Angesichts der noch frischen Entwicklung scheint seitens der Käufer derzeit noch nicht entschieden, wofür man auch künftig getrost etwas tiefer in die Taschen greifen darf. An der Preisspitze finden sich Datierungen aus dem 19. ebenso wie aus dem 20. Jahrhundert, und neben den begehrten Brandungen gefielen auch meditative Uferlandschaften und herbstliche oder winterliche Waldinterieurs. Wer Dekoratives in repräsentativen Abmessungen anbieten kann, darf sich meist auf ein gutes Geschäft freuen. Im Ausland allerdings scheint man dem aktuellen Trend noch nicht ganz zu trauen; das einzige Los, das jemals auf einer britischen Auktion irrlichterte, wurde nach zwei vergeblichen Versuchen schließlich erleichtert für ein paar Hundert Pfund abgegeben. So bleibt die Wertschätzung Hagemeisters bis auf Weiteres ein Phänomen des deutschen Markts, wo unverändert nahezu 100 Prozent der Ware umgeschlagen werden.

Karl Hagemeister Waldweiher Ketterer
Das Bietgefecht um den um 1884 entstandenen „Waldweiher“ endete im Juli 2020 bei Ketterer in München erst bei 175.000 Euro – die Erwartungen hatten bei 35.000 Euro gelegen. © Ketterer, München

Ein verheißungsvoller Wert gelang bei Jeschke / Van Vliet, Berlin, gleich zu Beginn des letzten Jahrzehnts: Dort hatte man den Wert des großformatigen Stimmungsbilds „Silberpappeln, Märkische Uferlandschaft“ von 1902 zwar nur mit 18.000 Euro beziffert, den Zuschlag jedoch erst bei 61.000 erteilen können.
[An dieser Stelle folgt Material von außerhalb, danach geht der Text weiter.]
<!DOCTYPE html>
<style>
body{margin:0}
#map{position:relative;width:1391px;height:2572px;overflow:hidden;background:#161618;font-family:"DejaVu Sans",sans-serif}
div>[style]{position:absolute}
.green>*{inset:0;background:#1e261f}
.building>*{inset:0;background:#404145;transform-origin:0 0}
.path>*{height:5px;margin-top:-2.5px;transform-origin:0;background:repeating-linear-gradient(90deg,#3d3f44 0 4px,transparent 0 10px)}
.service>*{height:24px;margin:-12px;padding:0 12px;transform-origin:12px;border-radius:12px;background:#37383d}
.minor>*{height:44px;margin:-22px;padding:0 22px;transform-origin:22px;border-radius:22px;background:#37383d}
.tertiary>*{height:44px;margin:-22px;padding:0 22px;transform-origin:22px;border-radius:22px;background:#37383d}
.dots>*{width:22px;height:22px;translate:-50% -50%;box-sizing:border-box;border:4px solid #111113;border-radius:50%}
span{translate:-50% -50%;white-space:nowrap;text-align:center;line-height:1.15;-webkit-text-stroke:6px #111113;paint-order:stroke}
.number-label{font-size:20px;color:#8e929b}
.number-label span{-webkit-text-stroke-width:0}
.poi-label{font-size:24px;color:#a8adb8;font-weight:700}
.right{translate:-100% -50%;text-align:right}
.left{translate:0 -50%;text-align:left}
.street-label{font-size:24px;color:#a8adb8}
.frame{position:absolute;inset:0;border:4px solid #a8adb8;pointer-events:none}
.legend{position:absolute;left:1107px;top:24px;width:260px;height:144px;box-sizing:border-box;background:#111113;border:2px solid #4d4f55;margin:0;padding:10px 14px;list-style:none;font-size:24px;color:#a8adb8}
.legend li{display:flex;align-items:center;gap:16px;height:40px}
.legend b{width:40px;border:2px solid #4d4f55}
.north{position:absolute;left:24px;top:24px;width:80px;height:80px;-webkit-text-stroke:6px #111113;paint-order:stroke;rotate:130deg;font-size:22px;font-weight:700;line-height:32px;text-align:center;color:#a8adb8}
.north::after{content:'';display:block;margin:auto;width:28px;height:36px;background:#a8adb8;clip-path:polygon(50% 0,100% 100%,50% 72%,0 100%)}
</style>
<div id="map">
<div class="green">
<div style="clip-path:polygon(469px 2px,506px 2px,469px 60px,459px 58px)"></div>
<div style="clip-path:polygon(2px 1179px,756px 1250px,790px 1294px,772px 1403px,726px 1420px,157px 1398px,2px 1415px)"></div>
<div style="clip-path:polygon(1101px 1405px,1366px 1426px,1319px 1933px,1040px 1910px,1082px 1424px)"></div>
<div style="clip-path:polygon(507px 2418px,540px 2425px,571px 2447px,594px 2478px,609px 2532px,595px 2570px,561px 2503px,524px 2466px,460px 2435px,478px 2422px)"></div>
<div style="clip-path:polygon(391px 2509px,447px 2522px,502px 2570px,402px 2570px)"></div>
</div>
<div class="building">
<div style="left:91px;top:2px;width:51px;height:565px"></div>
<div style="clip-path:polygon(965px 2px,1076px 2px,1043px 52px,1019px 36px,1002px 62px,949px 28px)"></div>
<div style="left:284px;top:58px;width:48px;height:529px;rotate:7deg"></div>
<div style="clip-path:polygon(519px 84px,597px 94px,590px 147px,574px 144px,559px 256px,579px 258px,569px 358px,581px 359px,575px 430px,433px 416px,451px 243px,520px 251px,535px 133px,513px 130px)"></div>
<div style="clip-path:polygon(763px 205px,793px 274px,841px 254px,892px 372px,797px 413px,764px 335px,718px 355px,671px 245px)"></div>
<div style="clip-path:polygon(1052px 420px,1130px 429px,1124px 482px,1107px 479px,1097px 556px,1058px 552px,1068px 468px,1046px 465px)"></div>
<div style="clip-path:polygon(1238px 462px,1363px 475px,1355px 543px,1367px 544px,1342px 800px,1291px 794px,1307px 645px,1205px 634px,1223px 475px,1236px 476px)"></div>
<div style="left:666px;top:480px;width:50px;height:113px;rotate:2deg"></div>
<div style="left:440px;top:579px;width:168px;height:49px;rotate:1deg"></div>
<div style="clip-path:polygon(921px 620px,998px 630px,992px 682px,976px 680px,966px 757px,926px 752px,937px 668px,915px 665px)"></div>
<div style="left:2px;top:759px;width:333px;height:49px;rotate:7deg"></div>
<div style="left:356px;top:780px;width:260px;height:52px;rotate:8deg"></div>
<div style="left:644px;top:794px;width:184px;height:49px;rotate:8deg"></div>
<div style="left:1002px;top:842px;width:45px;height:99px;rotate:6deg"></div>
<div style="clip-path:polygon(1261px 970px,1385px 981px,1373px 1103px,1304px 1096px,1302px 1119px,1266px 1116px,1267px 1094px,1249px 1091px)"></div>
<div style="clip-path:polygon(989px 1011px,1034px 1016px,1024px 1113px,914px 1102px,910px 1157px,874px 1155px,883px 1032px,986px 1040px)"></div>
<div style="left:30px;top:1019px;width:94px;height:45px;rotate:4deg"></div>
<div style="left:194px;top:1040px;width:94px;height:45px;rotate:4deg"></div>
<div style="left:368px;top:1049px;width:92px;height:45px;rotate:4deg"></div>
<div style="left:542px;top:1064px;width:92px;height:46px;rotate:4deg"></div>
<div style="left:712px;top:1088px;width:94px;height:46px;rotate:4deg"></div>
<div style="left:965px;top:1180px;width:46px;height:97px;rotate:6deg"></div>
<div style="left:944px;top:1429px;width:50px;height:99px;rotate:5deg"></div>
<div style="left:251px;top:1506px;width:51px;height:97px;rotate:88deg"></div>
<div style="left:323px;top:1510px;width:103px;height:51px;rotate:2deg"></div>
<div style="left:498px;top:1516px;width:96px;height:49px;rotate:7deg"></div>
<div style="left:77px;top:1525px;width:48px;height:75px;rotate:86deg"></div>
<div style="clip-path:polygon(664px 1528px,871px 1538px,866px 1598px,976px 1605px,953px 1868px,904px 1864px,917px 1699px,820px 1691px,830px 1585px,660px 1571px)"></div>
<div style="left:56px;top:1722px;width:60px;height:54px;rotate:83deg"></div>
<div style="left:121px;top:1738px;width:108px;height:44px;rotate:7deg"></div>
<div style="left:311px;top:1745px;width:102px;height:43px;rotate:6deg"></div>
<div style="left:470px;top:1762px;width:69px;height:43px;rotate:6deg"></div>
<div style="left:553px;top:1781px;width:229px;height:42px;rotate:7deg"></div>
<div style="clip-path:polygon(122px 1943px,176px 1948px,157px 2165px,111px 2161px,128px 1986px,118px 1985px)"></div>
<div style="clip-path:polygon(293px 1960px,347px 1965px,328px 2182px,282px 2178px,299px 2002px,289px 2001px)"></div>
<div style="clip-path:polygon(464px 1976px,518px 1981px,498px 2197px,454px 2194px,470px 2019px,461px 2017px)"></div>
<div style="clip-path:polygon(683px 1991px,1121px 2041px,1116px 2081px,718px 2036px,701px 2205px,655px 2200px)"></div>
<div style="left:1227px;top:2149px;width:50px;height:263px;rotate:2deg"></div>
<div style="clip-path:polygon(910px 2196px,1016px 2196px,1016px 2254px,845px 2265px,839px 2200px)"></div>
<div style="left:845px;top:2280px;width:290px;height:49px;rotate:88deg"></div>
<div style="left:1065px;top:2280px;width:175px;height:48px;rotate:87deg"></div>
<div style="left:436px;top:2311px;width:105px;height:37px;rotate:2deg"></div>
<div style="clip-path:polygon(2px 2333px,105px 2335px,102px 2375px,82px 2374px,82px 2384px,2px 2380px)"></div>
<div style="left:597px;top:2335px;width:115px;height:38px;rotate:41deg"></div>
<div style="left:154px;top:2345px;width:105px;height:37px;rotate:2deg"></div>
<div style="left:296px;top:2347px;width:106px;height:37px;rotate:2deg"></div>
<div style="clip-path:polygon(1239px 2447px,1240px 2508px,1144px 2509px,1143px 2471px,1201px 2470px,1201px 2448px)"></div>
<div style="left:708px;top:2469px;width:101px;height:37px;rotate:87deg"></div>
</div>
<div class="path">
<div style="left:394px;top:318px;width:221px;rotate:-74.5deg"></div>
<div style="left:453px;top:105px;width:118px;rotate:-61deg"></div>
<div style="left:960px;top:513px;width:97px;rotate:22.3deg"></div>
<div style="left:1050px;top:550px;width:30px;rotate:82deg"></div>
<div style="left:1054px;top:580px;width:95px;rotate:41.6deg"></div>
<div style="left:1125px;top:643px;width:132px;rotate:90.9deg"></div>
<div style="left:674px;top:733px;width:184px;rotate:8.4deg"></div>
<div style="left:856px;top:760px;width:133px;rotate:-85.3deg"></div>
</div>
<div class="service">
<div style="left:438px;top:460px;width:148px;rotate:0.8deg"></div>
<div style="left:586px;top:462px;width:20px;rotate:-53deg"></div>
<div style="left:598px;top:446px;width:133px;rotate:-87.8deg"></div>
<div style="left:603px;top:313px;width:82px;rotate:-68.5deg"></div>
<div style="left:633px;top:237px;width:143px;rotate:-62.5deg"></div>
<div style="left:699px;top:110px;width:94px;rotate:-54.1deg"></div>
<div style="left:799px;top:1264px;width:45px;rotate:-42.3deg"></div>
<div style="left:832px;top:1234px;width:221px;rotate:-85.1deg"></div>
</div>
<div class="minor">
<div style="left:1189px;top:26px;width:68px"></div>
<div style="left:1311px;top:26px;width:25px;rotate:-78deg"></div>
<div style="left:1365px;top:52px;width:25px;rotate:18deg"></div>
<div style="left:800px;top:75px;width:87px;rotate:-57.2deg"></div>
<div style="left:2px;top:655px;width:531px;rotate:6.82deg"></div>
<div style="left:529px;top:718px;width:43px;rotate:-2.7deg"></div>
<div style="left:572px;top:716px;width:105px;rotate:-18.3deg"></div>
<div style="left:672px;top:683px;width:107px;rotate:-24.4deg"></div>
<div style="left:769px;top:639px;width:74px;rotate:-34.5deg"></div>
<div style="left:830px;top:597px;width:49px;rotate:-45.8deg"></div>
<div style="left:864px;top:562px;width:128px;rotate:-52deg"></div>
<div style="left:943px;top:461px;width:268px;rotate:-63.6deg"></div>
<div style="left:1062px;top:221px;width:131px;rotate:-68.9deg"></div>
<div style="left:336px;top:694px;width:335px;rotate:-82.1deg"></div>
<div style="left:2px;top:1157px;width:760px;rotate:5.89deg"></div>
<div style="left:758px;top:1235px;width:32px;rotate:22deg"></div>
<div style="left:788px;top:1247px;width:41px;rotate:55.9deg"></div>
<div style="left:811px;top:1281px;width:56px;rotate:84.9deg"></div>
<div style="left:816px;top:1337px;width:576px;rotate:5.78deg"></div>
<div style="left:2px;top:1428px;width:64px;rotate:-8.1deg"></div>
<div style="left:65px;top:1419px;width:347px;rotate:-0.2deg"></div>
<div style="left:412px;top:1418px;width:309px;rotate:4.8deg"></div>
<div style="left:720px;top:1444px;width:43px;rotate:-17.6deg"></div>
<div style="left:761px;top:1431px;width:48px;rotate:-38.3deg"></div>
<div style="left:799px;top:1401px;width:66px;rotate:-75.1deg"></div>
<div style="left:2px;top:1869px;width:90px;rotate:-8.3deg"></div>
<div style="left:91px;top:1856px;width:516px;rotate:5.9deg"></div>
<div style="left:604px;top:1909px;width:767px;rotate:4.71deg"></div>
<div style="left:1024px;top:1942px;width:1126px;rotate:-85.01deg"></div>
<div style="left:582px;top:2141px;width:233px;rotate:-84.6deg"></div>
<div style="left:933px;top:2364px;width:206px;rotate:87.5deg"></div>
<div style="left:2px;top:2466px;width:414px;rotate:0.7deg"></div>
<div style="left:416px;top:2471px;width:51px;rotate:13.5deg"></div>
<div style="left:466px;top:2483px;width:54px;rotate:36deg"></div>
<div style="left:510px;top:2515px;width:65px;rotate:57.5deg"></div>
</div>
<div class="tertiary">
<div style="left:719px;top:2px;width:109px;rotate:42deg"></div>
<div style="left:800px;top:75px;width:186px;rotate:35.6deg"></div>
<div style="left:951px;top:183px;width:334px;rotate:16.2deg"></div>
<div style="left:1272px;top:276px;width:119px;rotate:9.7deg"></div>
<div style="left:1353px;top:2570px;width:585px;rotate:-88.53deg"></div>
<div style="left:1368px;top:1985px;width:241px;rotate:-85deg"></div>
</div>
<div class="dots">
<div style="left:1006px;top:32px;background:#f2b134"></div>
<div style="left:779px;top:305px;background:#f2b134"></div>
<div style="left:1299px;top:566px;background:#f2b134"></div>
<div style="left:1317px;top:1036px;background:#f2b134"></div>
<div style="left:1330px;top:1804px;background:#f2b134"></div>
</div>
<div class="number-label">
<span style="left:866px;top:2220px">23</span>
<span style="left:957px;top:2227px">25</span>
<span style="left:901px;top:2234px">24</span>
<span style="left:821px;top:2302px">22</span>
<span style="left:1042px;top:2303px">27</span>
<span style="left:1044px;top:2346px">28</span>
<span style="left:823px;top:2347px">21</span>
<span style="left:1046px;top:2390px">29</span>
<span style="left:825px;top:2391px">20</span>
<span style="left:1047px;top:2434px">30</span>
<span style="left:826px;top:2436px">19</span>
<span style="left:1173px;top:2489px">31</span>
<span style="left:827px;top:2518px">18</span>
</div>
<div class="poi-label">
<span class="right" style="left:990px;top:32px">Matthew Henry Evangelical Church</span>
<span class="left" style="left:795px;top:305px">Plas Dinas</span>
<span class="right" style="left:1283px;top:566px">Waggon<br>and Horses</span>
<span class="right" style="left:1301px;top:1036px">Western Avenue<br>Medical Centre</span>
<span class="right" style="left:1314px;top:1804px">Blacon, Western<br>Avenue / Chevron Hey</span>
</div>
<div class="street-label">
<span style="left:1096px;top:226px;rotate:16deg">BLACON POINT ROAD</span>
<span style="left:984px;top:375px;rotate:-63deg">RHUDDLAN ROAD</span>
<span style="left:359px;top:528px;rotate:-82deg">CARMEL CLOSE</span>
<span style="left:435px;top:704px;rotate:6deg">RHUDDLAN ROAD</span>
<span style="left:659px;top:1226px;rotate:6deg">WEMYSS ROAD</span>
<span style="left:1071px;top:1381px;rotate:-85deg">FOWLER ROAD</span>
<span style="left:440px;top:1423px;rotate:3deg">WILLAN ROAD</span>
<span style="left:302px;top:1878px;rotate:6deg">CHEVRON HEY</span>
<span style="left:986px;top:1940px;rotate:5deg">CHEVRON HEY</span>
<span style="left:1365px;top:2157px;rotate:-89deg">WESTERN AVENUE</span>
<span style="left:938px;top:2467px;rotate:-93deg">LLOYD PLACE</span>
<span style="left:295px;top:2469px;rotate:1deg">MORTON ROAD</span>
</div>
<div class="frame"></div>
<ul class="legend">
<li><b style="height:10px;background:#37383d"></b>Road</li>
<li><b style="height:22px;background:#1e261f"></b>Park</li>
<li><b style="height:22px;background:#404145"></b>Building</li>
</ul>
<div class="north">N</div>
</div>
An solche Preise war das Publikum damals offenbar noch nicht hinreichend gewöhnt, und so gelang erst im Juni 2015 bei Van Ham, Köln, wieder ein vergleichbares Ergebnis. Eine 1912 datierte bewegte See mit dem anekdotischen Titel „Schwerer Nordwest“ wurde dort von 25.000 auf 60.000 Euro gehoben.